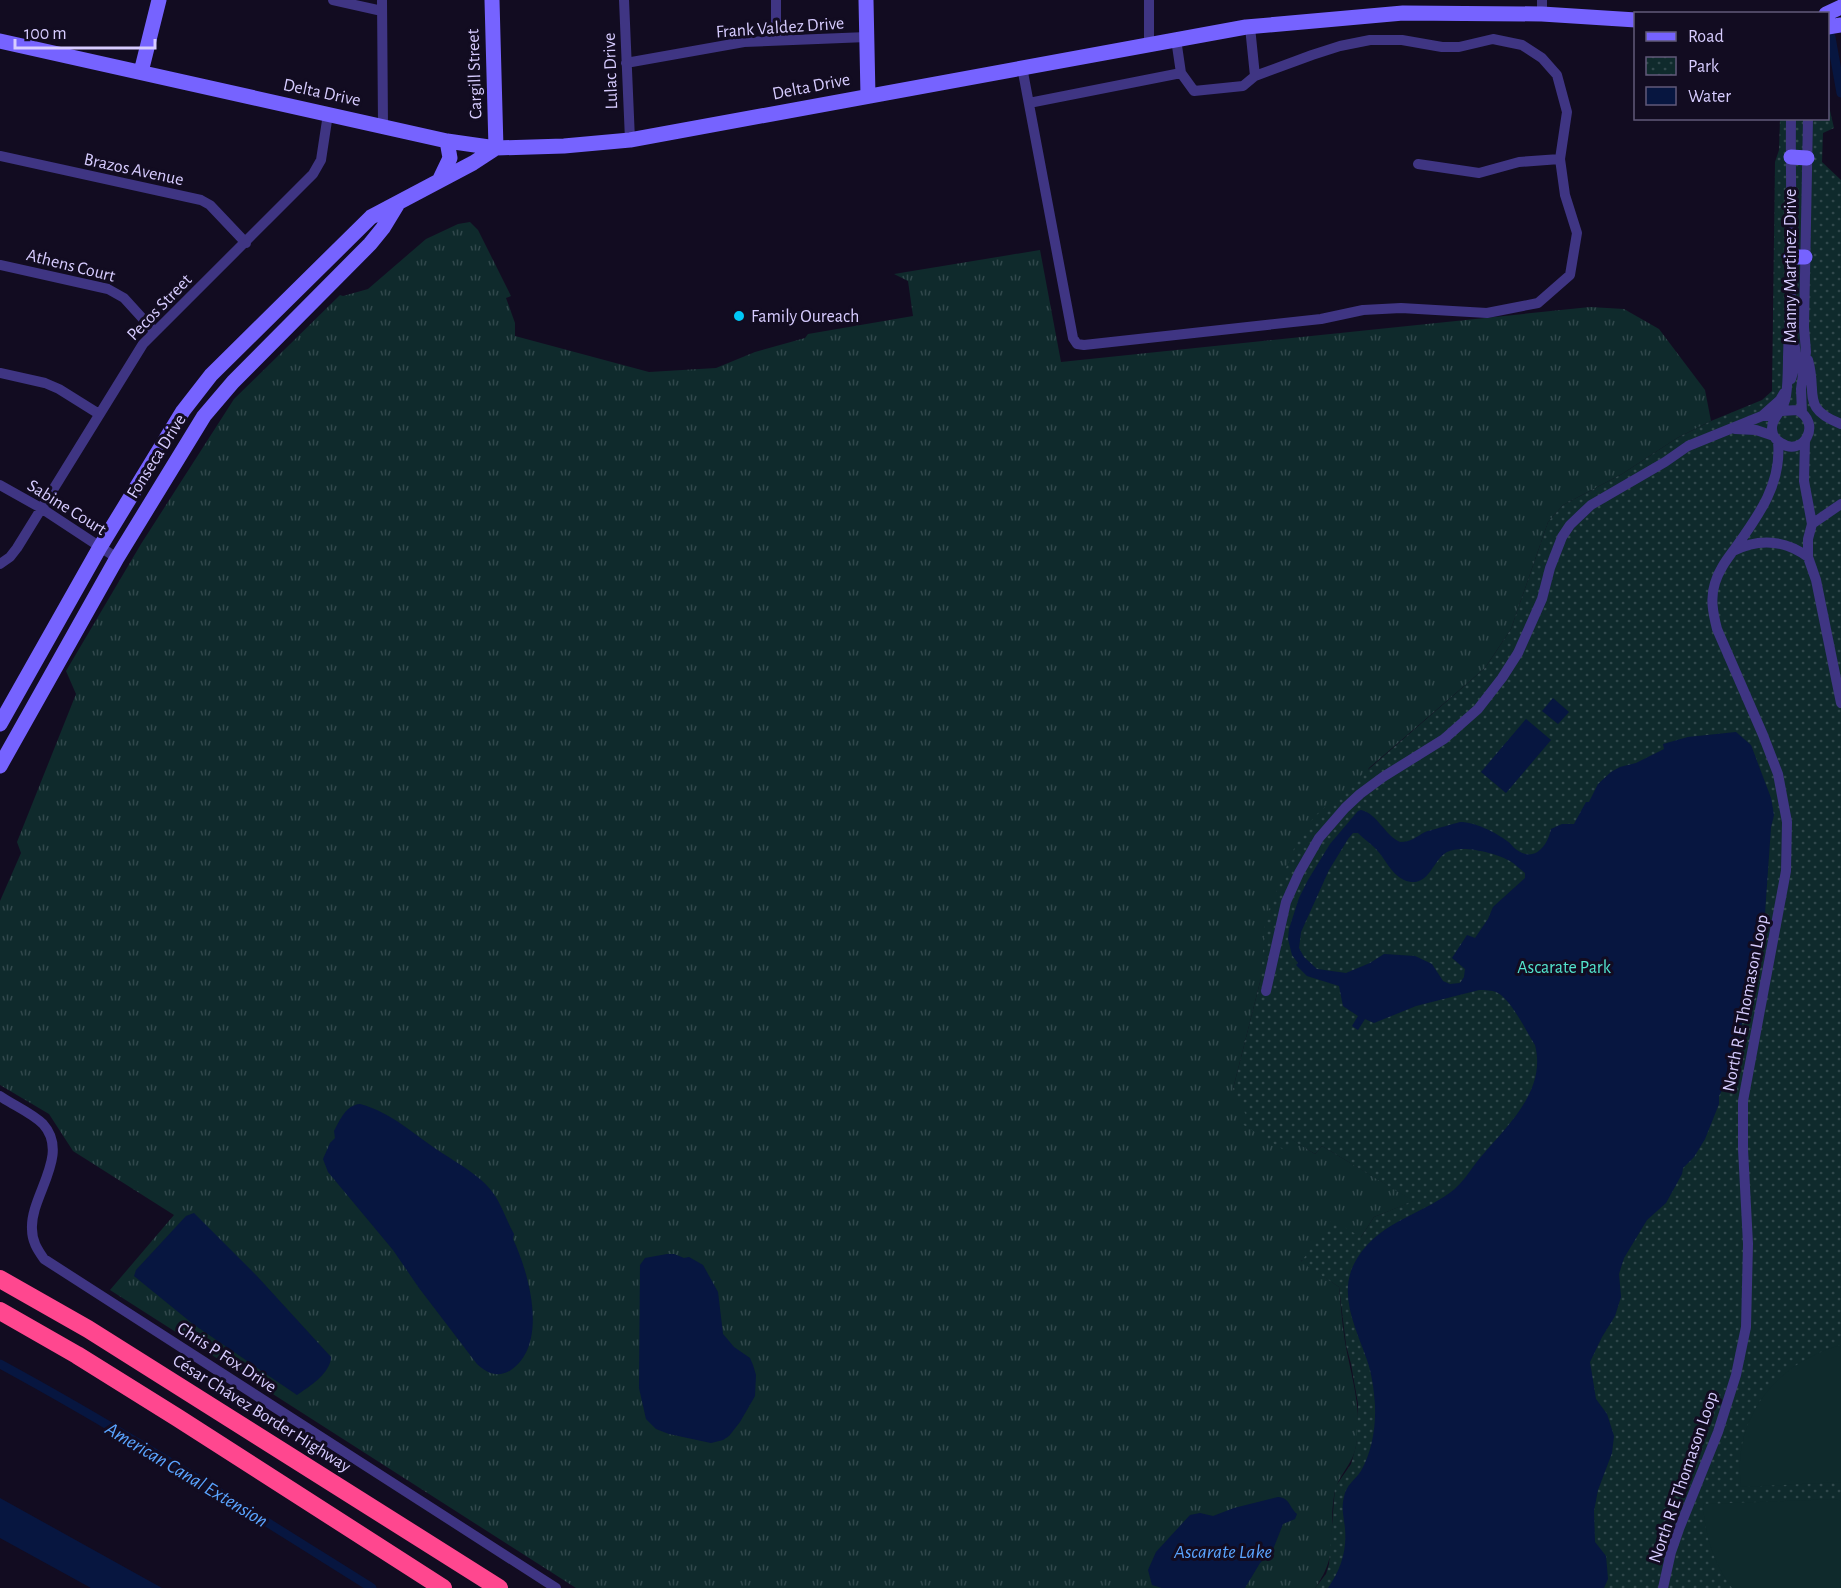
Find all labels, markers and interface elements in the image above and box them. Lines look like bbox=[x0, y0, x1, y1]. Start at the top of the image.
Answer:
scale bar bbox=[15, 12, 154, 50]
legend bbox=[1634, 12, 1829, 120]
street label: Frank Valdez Drive bbox=[715, 15, 845, 41]
text: 100 m bbox=[24, 25, 67, 43]
street label: Cargill Street bbox=[464, 28, 486, 120]
text: Road bbox=[1688, 28, 1724, 46]
street label: Lulac Drive bbox=[601, 32, 621, 110]
text: Park bbox=[1688, 58, 1720, 76]
street label: Delta Drive bbox=[771, 71, 852, 103]
street label: Delta Drive bbox=[281, 76, 362, 110]
text: Water bbox=[1688, 88, 1731, 106]
street label: Brazos Avenue bbox=[82, 151, 185, 189]
street label: Manny Martinez Drive bbox=[1782, 189, 1800, 343]
street label: Athens Court bbox=[25, 246, 117, 286]
street label: Pecos Street bbox=[124, 271, 196, 344]
place label: Family Oureach bbox=[751, 308, 859, 326]
marker: Family Oureach bbox=[732, 309, 746, 323]
street label: Fonseca Drive bbox=[124, 411, 190, 502]
street label: Sabine Court bbox=[24, 477, 109, 539]
street label: North R E Thomason Loop bbox=[1720, 913, 1772, 1093]
park label: Ascarate Park bbox=[1517, 959, 1612, 977]
street label: Chris P Fox Drive bbox=[173, 1319, 279, 1397]
street label: César Chávez Border Highway bbox=[169, 1352, 354, 1476]
street label: North R E Thomason Loop bbox=[1646, 1389, 1722, 1565]
water label: American Canal Extension bbox=[101, 1418, 271, 1531]
water label: Ascarate Lake bbox=[1173, 1542, 1272, 1562]

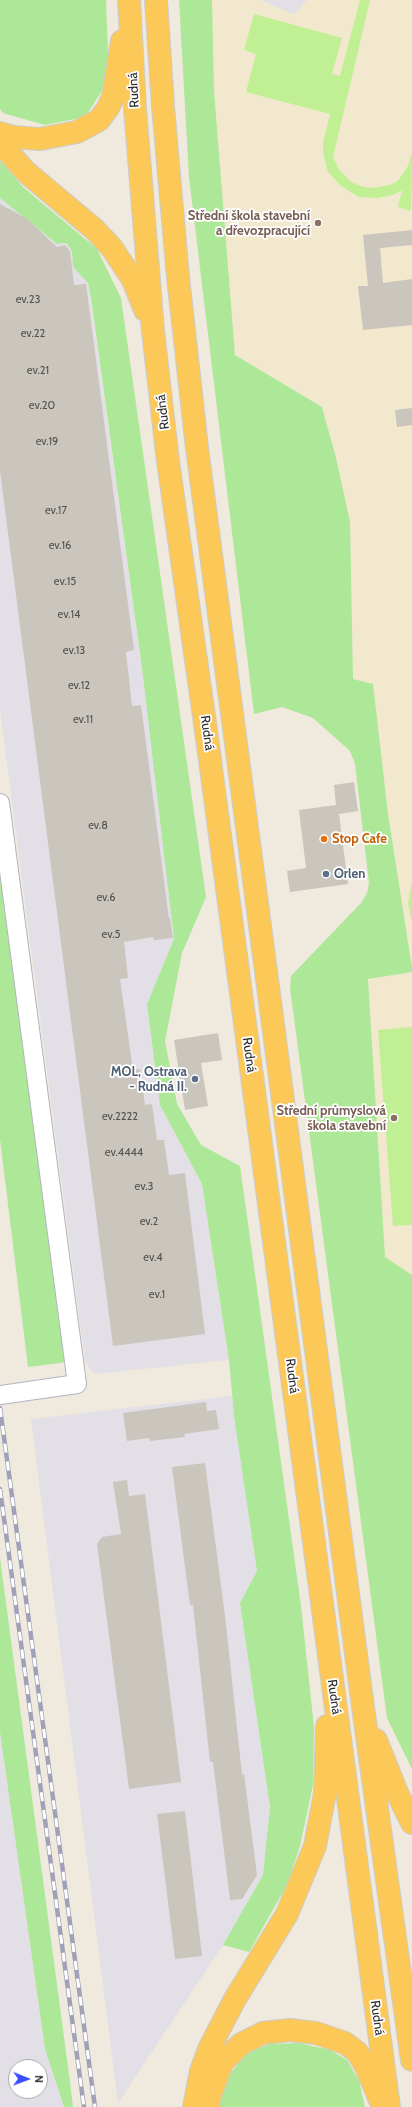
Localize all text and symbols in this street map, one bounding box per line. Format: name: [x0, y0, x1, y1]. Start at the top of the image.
━━━━━━
▶ _WHAT TO PRODUCE_: In full and without any pictures, print the listing above exactly.

▶ _ANSWER SPACE_:
Find all labels, markers and interface elements in the image above and box them. Lines look like bbox=[x0, y0, x1, y1]. Start at the top of the image.
Answer:
scale bar bbox=[15, 12, 154, 50]
legend bbox=[1634, 12, 1829, 120]
street label: Frank Valdez Drive bbox=[715, 15, 845, 41]
text: 100 m bbox=[24, 25, 67, 43]
street label: Cargill Street bbox=[464, 28, 486, 120]
text: Road bbox=[1688, 28, 1724, 46]
street label: Lulac Drive bbox=[601, 32, 621, 110]
text: Park bbox=[1688, 58, 1720, 76]
street label: Delta Drive bbox=[771, 71, 852, 103]
street label: Delta Drive bbox=[281, 76, 362, 110]
text: Water bbox=[1688, 88, 1731, 106]
street label: Brazos Avenue bbox=[82, 151, 185, 189]
street label: Manny Martinez Drive bbox=[1782, 189, 1800, 343]
street label: Athens Court bbox=[25, 246, 117, 286]
street label: Pecos Street bbox=[124, 271, 196, 344]
place label: Family Oureach bbox=[751, 308, 859, 326]
marker: Family Oureach bbox=[732, 309, 746, 323]
street label: Fonseca Drive bbox=[124, 411, 190, 502]
street label: Sabine Court bbox=[24, 477, 109, 539]
street label: North R E Thomason Loop bbox=[1720, 913, 1772, 1093]
park label: Ascarate Park bbox=[1517, 959, 1612, 977]
street label: Chris P Fox Drive bbox=[173, 1319, 279, 1397]
street label: César Chávez Border Highway bbox=[169, 1352, 354, 1476]
street label: North R E Thomason Loop bbox=[1646, 1389, 1722, 1565]
water label: American Canal Extension bbox=[101, 1418, 271, 1531]
water label: Ascarate Lake bbox=[1173, 1542, 1272, 1562]

Localize all text and symbols in this street map, one bounding box per line. Format: name: [x0, y0, x1, y1]. Start at the top of the image.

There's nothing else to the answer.